Te Huia says after their waka were destroyed, and urbanisation slowly dwindled the harbour’s resources, her people began to lose their mātauranga moana.
“It wasn’t just the taking of the physical asset. It meant that we could no longer practise the mātauranga behind that. We were a water people, and we still are ā-wairua nei, but the tool with which we transferred knowledge was taken.”
She credits her pakeke from Ngāti Te Ata who through their iwi kura kaupapa helped her and her whanaunga to reconnect with some of those lost practises. The school’s learning programme included activities like fishing, whitebaiting, and paddling their surrounding waterways. “We recognised the need to reoccupy the waters, not just to have a physical presence but so that we could observe. - In the future, we’ll be able to respond and make a change before we lose our pātaka kai. That’s the reality we’re facing as an iwi.”
With this grounding, a tongikura (a well known saying by an ariki or paramont chief) from Kiingi Taawhiao helped Te Huia decide where her future lay: “E kore teenei whakaoranga e huri ki tua o aku mokopuna”The responsibility for revival must not pass beyond the time of my grandchildren.
“There’s two sides to that – to look at what my kaumātua started, and think, I’ve got to get that done in my lifetime... But also what do I want to start, to ensure my tamariki and mokopuna are better off?”
For her “taiao spaces” made the most sense – namely helping those with the power to influence change to embed kaitiakitanga principles in kaupapa that affect our environment.
She quotes another beloved whakataukī of her Kuia Nganeko: “Mā tātou anō ā tātou tikanga e arataki.” Only we ourselves can make things happen. “How do we make spaces as Māori, where we can do things how we want to, and how we’ve always done it? ”
In 2019, Taylor founded Paakaurua Consultants to assist central and local government in climate issues. Paakaurua worked on the Māori Engagement Plan for Auckland’s Climate Plan - Te Tāruke-ā-Tāwhiri, and the delivery of the rangatahi strategy. On this journey, she discovered many Māori don’t connect with the response to, or even the name ,‘climate change’.
If you were to go to a marae and ask, ‘Could you help with a climate action strategy?’, none of them would say ‘Oh I know how to do that.’ But if you ask them ‘How do we regenerate our awa, what have you observed that works?’ They would know. She adds that she’d like to see more wāhine Māori in leadership roles “to introduce that aspect of care, aroha and intuition into the response.”.

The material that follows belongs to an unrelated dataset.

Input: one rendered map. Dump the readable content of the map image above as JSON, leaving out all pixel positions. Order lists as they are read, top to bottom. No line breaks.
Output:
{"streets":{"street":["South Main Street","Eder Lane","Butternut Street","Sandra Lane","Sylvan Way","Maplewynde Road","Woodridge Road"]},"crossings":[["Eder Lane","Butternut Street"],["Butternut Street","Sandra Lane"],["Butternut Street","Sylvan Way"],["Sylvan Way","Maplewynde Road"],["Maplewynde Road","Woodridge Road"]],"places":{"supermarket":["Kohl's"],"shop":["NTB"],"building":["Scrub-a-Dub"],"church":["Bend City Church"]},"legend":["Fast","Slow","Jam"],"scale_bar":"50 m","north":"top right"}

Te Huia observes that the process of working with local government is generally one of openness and a genuine desire to collaborate with tangata whenua. “But that said, the more I try to embed mātauranga Māori in Western systems, the more I reflect on whether it can truly be done.”
“Our ability to control the tikanga of the implementation is kind of taken away. I’ve definitely seen some good outcomes, but I think there would be amazing outcomes if councils and government could just trust Māori to run a fully embedded mātauranga Māori programme that stands alone.”

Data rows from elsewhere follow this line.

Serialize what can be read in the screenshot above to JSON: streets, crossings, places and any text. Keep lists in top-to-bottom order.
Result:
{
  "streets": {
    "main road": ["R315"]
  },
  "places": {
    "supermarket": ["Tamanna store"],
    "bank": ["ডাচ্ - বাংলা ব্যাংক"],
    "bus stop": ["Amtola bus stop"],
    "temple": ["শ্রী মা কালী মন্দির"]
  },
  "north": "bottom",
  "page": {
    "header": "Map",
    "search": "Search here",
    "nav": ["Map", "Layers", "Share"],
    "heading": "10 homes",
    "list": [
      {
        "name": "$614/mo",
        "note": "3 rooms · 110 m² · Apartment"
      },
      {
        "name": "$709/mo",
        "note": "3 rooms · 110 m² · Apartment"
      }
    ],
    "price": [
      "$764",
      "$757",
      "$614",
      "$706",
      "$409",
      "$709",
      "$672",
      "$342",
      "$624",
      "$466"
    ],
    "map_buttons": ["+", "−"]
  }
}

Te Huia remembers a period working at Auckland Council, when Mayor Phil Goff was seeking to officially announce a climate emergency in Tāmaki Makaurau. Many Tāmaki mana whenua representatives declined to support it.
“When I asked them why, they said, - ‘We’ve been in a state of emergency for the last 200 years… We’ve been telling them for years and years, something is wrong with our taiao.’ To only declare an emergency when it’s finally affecting [everyone else] was mamae for Māori.”
It's because of this long history of neglect, as well as the wealth of knowledge and skill embedded in mātauranga Māori, Te Huia reiterates that nothing less than full autonomy is required to make lasting change.
Luckily, she says, the next generation are ready for the challenge. As a board member for Te Ara Rangatahi, a Ngaati Te Ata trust founded by the rangatahi of her iwi, Te Huia has witnessed the aspirations of young people for te taiao.
Te Huia says we are only now seeing the full benefits from the Kōhanga reo (Māori language preschools) and kura kaupapa (Māori language schools) movements 40-50 years on and their efforts to reclaim reo and tikanga. There are now raukura (kura Māori graduates) grounded in who they are as Māori moving into leadership positions across all sectors. She is excited by the potential influence Māori will make as they continue to see this new wave of leaders who are the embodiment of a vision set by pakeke (adults) and kaumātua when they marched to Parliament 48 years ago.
She also references a Te Hira Pū-ao conference she attended in Rotorua earlier this year, where rangatahi came from across the motu to share mātauranga around kaitiakitanga.
“It was full of rangatahi Māori ready to make a change, to fight and to recognise that Māori and indigenous knowledge is the answer,” she says with a smile.